In practice, the forward problem of NMR prediction is handled by semi-empirical methods based on previous knowledge about typical chemical shifts. Indeed, several commercial packages exist that perform NMR prediction based on models adjusted to large databases of observed chemical shifts [19]. To build such databases nuclei must be assigned to observed chemical shifts, a task that concerns the much more challenging inverse problem. Furthermore, predicted chemical shifts play an important role in the assignment process as well. The two problems are thus strongly related, a fact that poses an important limitation to the automation of NMR analysis. This reflects in existing computational tools for NMR elucidation and assignment: either they are not fully-automatic, requiring preliminary analysis by the user [10, 11], or resort to chemical shift predictions [10, 1218] that rely on databases of spectra assigned ‘manually’ by trained experts. Regardless of the approach, a significant amount of labour is involved that is certainly not devoid of human errors.

We can turn this issue around by noting that the strong relation between the forward and inverse problems means that progress in one direction improves the other [19]. Indeed, successful assignment of a spectrum generates information that can enrich the database used by an NMR predictor. In the opposite direction, more accurate and reliable chemical shift predictions facilitate rejection of non-viable assignments.

This relation then allows to devise a fully automatic assignment and prediction system that progressively improves its capabilities.
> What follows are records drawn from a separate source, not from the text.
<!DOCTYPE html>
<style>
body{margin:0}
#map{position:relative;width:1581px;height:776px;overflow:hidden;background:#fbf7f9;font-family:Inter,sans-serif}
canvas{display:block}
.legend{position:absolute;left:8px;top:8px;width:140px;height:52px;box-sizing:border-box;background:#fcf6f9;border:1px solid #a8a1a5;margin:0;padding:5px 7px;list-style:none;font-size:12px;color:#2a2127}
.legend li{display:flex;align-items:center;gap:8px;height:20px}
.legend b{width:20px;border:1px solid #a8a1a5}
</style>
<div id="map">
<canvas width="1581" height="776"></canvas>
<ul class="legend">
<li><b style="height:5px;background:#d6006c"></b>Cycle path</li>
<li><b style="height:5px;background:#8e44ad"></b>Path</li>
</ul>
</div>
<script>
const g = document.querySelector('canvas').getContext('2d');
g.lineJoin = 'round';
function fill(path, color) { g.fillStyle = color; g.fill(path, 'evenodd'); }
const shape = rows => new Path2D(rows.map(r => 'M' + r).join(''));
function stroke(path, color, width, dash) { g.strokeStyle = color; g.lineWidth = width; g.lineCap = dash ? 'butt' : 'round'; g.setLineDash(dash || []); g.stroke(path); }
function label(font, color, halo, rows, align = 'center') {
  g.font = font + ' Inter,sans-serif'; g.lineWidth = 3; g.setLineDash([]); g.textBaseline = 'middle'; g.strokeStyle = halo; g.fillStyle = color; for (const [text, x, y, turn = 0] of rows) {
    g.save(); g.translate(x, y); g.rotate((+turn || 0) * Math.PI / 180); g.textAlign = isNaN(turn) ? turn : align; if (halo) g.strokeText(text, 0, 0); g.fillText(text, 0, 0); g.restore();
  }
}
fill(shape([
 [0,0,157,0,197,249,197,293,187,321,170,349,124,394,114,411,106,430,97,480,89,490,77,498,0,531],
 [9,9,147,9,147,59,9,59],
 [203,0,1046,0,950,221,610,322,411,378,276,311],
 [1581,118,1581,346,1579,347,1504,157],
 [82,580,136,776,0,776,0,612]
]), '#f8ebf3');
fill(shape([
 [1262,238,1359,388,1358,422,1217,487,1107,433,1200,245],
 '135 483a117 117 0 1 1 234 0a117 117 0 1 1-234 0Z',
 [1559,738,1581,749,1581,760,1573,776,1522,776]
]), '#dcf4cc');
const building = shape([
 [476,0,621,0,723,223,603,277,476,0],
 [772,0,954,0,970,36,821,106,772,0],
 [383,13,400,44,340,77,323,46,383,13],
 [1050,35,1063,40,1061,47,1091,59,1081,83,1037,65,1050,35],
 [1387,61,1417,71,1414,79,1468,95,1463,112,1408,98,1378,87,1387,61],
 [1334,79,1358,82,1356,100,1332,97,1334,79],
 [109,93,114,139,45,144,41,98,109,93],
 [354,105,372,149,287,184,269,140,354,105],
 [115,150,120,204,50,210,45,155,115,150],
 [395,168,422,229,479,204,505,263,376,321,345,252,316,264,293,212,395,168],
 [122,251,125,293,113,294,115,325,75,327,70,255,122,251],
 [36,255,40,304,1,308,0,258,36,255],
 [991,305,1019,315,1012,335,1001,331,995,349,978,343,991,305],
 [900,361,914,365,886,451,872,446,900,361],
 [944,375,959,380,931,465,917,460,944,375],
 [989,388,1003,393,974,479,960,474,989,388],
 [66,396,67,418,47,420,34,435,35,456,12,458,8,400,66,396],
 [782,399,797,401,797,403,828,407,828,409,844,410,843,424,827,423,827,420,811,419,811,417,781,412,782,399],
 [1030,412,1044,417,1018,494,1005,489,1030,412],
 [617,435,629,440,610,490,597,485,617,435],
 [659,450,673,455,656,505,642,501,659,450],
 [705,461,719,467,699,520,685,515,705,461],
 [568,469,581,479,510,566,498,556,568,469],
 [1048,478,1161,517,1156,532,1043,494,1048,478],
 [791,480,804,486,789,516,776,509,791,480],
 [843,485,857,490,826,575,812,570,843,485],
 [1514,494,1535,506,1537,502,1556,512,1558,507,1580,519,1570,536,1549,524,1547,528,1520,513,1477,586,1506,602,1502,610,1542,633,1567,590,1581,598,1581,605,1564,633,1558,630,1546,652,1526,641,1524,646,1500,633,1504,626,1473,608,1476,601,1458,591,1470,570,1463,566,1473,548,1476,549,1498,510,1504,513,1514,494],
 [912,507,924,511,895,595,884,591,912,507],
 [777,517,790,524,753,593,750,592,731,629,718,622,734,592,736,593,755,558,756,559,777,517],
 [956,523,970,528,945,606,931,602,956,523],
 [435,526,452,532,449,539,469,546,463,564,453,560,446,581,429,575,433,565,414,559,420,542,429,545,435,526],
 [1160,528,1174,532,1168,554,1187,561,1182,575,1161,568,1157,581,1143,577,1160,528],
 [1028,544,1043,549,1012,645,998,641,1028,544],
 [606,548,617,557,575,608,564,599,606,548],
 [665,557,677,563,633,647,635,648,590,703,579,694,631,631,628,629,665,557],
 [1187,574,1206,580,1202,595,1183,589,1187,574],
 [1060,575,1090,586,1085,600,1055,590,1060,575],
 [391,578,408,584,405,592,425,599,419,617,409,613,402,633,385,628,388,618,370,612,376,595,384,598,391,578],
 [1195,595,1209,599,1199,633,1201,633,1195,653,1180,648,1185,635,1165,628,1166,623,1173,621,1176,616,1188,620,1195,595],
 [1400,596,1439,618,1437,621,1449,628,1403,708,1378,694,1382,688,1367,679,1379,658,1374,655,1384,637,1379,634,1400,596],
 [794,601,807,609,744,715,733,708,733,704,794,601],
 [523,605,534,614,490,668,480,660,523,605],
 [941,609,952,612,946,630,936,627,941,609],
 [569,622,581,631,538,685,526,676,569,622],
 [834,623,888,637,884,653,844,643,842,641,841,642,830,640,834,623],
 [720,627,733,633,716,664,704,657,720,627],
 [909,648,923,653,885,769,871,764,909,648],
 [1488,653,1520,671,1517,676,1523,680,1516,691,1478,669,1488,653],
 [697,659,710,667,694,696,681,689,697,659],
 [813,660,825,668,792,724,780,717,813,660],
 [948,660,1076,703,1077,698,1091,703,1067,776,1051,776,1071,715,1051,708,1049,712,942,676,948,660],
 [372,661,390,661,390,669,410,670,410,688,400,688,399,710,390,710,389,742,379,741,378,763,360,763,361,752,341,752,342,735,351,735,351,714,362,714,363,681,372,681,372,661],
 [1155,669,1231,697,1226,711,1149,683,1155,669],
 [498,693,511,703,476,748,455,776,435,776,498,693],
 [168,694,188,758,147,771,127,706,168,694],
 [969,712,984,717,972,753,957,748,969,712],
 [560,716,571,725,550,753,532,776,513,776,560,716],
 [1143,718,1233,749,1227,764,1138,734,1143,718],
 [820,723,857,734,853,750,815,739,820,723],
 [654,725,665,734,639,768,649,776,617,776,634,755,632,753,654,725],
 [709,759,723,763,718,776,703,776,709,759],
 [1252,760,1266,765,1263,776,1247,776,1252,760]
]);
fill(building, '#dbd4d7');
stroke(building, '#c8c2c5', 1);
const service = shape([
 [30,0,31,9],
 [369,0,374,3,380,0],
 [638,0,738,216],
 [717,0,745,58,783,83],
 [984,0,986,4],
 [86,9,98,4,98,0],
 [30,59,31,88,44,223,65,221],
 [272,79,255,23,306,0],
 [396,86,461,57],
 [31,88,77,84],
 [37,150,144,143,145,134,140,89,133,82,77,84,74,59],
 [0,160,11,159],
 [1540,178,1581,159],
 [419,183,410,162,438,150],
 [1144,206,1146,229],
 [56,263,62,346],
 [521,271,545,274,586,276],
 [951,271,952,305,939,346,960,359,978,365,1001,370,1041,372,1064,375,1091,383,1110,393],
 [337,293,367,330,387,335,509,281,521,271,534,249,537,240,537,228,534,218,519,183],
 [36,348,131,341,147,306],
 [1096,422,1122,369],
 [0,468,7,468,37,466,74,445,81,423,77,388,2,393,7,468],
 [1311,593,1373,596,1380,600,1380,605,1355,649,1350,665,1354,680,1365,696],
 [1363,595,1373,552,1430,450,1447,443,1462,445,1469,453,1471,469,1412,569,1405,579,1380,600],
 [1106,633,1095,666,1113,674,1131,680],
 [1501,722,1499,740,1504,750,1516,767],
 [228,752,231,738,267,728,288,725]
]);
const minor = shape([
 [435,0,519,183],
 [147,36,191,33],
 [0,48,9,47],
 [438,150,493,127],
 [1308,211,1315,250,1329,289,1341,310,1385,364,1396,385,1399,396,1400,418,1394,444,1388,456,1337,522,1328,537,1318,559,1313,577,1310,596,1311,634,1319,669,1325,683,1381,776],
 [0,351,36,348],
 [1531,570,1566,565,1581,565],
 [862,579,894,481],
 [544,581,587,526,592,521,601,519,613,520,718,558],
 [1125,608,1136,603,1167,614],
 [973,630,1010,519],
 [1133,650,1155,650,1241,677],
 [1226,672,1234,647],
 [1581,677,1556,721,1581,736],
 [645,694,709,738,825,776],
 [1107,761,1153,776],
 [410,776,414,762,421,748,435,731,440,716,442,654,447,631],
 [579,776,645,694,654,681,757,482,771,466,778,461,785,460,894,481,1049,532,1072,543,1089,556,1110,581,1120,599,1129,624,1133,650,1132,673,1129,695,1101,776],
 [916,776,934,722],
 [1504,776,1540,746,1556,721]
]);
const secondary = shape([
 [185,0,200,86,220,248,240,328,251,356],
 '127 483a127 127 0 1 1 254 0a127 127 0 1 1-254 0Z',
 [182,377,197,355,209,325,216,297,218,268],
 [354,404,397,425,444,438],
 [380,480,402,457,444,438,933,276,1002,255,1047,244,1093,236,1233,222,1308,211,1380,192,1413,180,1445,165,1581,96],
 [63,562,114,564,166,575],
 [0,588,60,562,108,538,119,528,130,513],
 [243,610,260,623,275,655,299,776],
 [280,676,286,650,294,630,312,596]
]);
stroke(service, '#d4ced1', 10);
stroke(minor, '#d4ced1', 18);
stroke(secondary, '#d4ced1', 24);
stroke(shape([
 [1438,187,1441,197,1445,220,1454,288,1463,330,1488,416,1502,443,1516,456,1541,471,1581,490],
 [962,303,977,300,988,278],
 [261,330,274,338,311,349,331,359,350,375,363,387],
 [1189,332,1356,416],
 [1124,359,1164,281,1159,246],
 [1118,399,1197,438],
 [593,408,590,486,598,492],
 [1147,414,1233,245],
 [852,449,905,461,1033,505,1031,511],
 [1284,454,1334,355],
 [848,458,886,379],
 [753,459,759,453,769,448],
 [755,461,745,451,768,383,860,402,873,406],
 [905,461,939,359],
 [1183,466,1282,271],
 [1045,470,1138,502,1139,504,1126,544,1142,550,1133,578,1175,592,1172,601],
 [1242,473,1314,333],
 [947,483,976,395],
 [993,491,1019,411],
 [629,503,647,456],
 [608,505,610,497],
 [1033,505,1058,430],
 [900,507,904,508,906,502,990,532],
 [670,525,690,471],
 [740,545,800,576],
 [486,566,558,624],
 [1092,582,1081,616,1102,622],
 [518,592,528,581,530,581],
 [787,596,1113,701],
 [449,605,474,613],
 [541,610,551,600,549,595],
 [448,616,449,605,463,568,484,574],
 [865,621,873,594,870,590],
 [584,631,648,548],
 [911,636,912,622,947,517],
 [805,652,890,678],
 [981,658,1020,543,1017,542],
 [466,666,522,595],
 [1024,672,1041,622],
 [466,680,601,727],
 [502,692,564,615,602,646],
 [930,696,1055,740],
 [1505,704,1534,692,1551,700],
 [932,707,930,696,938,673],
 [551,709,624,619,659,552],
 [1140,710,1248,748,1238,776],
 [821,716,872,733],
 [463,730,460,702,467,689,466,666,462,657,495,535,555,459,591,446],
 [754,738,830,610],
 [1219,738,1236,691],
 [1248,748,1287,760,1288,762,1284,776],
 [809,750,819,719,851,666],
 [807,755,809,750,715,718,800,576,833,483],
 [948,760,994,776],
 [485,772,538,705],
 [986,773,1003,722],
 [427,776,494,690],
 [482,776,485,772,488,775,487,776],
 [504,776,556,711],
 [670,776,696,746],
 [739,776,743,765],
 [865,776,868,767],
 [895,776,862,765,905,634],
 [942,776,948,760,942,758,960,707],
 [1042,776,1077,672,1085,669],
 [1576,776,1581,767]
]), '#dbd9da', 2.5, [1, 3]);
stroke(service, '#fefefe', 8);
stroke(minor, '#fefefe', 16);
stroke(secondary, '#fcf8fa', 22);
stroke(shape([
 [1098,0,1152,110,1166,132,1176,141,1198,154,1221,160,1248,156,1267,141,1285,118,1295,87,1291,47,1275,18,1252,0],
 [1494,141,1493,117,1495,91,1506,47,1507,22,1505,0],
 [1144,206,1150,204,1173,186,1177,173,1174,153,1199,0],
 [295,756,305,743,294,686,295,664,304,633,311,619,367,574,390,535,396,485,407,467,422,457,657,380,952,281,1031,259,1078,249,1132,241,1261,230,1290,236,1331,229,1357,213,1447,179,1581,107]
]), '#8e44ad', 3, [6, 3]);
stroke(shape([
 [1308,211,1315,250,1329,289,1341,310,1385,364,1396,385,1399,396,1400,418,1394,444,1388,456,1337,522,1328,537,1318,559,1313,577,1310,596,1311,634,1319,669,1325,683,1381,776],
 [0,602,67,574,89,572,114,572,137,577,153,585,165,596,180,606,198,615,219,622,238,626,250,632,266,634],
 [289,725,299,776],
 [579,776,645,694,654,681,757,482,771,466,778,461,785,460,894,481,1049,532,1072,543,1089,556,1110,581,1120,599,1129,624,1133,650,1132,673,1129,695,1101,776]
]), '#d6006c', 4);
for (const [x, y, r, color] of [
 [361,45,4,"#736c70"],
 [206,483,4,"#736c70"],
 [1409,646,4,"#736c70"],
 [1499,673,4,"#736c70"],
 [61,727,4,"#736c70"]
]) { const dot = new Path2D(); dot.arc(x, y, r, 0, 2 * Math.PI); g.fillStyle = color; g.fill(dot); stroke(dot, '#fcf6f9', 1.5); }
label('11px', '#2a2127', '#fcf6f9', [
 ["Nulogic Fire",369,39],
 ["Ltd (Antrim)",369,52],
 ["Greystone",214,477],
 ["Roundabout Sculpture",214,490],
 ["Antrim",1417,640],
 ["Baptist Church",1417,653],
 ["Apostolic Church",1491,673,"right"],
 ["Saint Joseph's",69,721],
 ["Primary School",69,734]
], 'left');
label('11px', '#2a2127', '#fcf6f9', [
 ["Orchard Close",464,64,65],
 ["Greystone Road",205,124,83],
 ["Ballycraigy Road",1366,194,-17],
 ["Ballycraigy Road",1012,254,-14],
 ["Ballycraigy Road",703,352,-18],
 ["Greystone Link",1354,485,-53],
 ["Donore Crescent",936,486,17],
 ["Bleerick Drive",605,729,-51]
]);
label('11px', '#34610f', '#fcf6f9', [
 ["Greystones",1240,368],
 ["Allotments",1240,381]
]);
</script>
Learning ex nihilo, however, requires an automatic assignment method that is able to assign several spectra without resorting to chemical shift prediction. We developed such method elsewhere [20] and use it here to create Ask Ernö, 1 a fully autonomous assignment—prediction program.

Methods

The concept behind Ask Ernö is summarized in Fig. 1. Automatic assignment of a nucleus in a molecule associates a substructure (the nucleus and its surroundings) with an observed chemical shift. This information can be stored in a database and used to predict chemical shifts. As the database grows, the accuracy of the predictor improves. The improved predictor, in turn, provides better chemical shift constraints to be used in subsequent assignments. Ask Ernö learns by running repeated assignment cycles on a given training set, using each new assignment to improve its predictions in the next cycle.
Fig. 1

The logic behind Ask Ernö. The automatic assignment of nuclei to their signals (right) produces entries to a database (mid) for chemical shift prediction (left). Predicted chemical shifts in turn provide further restrictions for assignment. Ask Ernö is trained by repeatedly looping on this assignment-prediction cycle

Ask Ernö was implemented as a proof of concept rather than a full-fleshed assignment and prediction tool. For this reason, it was designed with small molecules in mind and tested only with 1H NMR data.

Chemical shift prediction

Each entry in the database for chemical shift prediction consists of two terms:
  • F: a molecular fragment around a proton, comprising the substructure spanned by all atoms up to n bonds from it, with n  {1, 2,…}. We refer to this fragment as the n-sphere around the proton and to n as its radius or size (see Fig. 2). These fragments are stored as Hierarchically Ordered Spherical description of Environment (HOSE) codes [22].
    Fig. 2

    n-spheres with radius 1–5 of a proton assigned to a chemical shift of 7.394 ppm. Dotted curves indicate aromatic bonds

  • δ: an observed chemical shift value for the proton.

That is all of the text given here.